**What is being asked**
Using the entries that follow, give only the number of lines with the word "serif" in them.

**Items from a dataset**
==================================================
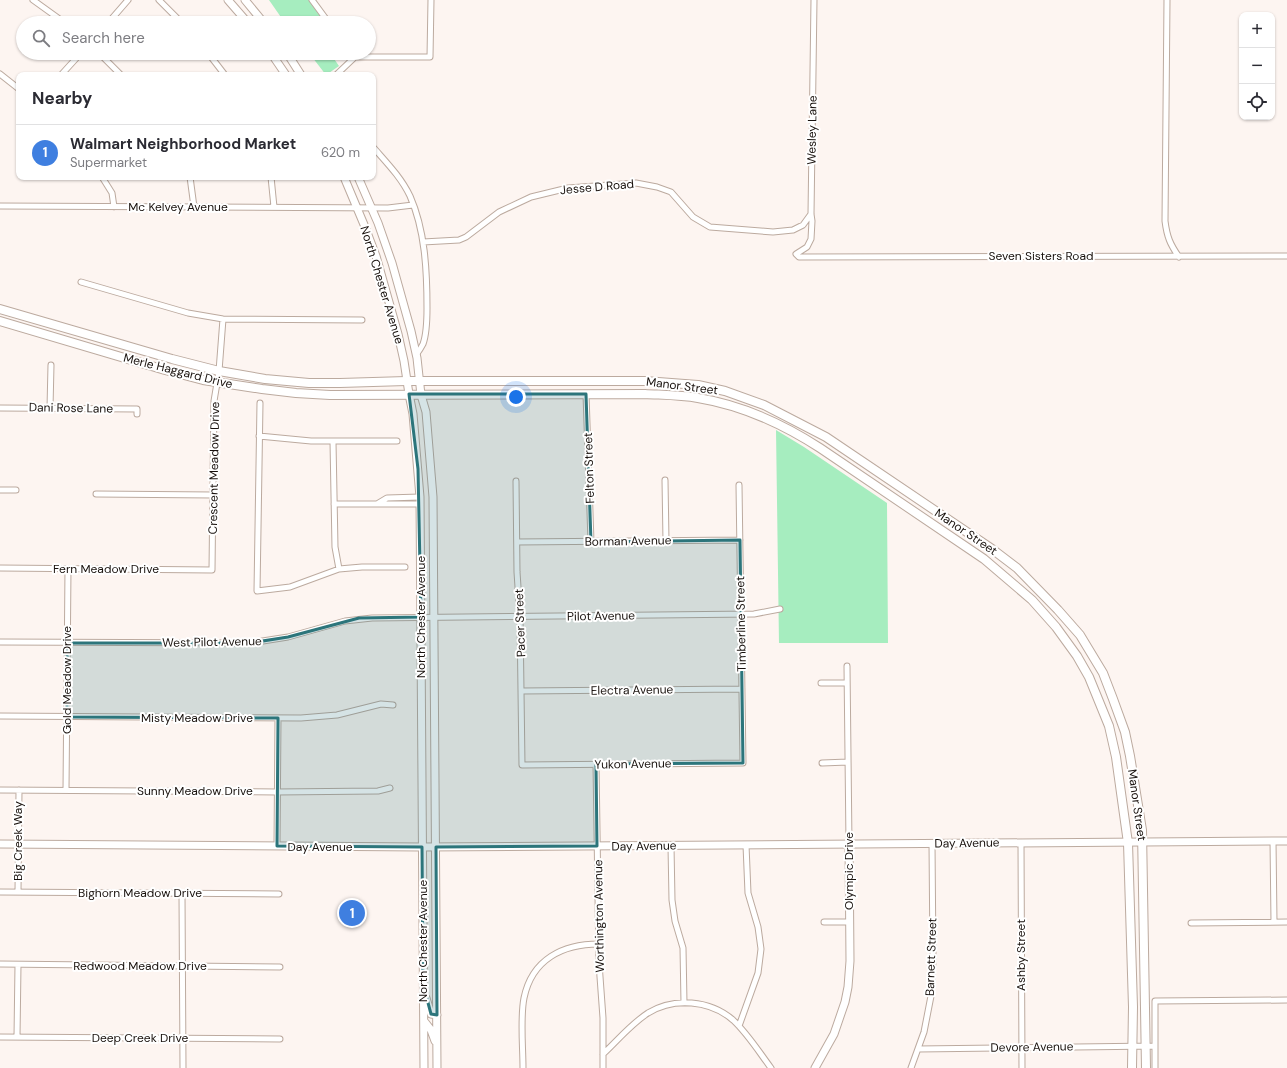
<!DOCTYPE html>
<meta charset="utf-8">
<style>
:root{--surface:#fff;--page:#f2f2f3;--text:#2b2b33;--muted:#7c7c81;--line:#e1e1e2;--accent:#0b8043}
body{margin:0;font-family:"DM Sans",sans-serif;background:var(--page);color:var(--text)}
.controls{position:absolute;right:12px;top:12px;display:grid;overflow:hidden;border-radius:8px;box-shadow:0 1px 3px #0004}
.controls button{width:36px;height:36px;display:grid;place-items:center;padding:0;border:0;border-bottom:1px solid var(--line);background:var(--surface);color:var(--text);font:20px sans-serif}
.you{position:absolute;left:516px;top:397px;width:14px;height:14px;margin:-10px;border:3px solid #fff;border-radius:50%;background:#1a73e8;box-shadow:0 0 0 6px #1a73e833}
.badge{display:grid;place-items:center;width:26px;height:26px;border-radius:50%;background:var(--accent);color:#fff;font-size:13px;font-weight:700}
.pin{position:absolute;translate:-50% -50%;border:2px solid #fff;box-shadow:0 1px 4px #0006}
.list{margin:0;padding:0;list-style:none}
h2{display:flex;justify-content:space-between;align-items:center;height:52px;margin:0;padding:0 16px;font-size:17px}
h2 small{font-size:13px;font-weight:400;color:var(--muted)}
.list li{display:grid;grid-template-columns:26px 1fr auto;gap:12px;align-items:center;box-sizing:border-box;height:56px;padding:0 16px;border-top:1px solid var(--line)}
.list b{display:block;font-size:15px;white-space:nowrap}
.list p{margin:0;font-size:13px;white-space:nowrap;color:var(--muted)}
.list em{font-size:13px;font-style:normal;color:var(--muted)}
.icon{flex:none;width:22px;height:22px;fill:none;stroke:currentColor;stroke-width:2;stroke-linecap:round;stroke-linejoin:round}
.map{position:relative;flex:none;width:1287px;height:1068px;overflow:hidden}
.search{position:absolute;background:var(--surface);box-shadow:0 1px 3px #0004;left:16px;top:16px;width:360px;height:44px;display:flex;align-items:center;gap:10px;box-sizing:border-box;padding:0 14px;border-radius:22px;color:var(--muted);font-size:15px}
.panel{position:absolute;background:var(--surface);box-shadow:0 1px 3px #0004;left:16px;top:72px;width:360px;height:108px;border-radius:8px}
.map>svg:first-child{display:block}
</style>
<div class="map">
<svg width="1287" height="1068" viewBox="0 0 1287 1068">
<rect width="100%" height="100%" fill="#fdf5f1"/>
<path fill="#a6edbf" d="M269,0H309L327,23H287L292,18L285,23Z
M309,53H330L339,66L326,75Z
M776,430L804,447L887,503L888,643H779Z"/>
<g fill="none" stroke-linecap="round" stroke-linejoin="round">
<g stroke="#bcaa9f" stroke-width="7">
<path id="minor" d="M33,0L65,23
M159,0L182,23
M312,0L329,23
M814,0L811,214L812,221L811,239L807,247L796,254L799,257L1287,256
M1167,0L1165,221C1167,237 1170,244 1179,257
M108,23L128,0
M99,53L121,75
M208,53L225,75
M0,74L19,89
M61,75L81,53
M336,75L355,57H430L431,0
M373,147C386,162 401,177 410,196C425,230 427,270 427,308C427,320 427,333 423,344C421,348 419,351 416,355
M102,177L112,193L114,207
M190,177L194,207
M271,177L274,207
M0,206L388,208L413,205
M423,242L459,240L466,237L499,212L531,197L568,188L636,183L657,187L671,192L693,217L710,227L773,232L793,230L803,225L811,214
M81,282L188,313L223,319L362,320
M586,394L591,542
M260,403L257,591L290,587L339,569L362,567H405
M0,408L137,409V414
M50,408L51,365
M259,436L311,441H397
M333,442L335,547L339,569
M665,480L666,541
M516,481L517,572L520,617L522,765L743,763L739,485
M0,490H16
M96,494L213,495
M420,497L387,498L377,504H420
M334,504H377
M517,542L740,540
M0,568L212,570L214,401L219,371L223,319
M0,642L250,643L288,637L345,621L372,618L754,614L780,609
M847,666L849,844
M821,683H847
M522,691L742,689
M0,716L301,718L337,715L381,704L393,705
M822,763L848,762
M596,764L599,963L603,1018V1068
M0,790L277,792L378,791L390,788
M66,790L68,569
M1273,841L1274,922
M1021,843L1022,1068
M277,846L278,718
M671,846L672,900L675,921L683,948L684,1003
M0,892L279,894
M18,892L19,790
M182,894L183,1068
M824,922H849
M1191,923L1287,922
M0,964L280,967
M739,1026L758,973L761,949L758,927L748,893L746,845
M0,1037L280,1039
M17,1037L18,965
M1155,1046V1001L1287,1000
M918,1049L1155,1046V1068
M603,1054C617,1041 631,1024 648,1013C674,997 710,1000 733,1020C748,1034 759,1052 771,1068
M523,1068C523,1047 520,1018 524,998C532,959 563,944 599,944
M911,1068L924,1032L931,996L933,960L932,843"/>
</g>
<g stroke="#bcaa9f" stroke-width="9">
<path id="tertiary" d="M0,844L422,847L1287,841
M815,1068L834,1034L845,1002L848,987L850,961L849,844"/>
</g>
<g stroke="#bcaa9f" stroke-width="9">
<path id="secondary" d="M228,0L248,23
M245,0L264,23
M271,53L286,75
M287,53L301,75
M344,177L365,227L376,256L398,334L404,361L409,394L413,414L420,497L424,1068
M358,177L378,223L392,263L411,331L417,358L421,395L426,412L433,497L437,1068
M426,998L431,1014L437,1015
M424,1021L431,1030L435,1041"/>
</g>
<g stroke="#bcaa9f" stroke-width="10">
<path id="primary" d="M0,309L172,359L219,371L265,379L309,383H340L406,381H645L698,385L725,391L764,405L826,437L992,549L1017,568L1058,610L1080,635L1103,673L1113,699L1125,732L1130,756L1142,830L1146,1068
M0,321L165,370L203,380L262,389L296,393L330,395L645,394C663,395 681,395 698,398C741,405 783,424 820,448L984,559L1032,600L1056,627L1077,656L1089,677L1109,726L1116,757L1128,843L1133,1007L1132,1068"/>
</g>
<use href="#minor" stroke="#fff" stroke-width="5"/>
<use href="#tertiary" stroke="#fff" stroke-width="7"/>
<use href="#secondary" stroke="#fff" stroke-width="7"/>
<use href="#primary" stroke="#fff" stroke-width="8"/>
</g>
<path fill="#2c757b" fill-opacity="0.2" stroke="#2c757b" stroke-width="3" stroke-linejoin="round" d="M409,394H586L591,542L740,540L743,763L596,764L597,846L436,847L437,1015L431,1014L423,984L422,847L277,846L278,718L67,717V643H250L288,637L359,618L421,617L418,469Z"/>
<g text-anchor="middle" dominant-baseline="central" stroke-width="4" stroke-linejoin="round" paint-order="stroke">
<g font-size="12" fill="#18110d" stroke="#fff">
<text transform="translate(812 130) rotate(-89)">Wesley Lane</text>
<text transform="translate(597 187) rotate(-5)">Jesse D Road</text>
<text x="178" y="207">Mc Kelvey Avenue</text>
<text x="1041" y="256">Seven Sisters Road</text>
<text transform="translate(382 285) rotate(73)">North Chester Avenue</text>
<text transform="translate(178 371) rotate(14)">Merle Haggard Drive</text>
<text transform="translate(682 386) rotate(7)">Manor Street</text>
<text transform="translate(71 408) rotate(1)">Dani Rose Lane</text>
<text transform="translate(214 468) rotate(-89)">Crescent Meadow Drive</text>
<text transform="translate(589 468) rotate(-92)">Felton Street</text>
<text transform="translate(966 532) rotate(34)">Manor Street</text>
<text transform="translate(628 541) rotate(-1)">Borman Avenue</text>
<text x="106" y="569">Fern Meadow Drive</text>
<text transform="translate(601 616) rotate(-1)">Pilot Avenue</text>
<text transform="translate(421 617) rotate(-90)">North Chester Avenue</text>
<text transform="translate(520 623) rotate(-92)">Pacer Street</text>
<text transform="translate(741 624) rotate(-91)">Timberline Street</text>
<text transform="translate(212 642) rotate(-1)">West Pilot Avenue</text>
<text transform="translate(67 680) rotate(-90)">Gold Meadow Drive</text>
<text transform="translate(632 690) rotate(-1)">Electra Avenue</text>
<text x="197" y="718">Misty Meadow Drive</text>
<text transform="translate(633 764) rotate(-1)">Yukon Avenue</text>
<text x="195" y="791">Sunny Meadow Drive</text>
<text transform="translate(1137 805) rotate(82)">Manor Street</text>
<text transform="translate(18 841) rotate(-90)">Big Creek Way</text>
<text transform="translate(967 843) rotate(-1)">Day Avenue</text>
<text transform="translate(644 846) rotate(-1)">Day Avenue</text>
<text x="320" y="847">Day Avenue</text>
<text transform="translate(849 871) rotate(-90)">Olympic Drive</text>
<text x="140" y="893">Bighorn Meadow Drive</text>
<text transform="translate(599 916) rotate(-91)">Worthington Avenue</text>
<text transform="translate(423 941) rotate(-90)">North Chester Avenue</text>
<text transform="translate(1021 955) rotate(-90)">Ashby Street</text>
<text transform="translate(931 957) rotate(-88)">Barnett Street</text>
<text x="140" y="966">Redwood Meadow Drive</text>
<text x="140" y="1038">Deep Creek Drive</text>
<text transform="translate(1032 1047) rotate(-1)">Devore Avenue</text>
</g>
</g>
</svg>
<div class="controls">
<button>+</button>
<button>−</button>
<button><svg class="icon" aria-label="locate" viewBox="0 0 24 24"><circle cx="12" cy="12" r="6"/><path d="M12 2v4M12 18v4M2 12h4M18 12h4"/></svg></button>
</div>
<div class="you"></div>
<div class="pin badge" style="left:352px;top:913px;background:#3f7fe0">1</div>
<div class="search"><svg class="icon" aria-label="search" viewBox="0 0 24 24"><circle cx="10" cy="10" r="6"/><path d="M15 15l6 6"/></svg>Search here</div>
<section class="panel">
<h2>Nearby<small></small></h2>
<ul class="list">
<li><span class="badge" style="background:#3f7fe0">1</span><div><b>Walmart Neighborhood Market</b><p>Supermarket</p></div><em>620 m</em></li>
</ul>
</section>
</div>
==================================================
**Expected answer**
2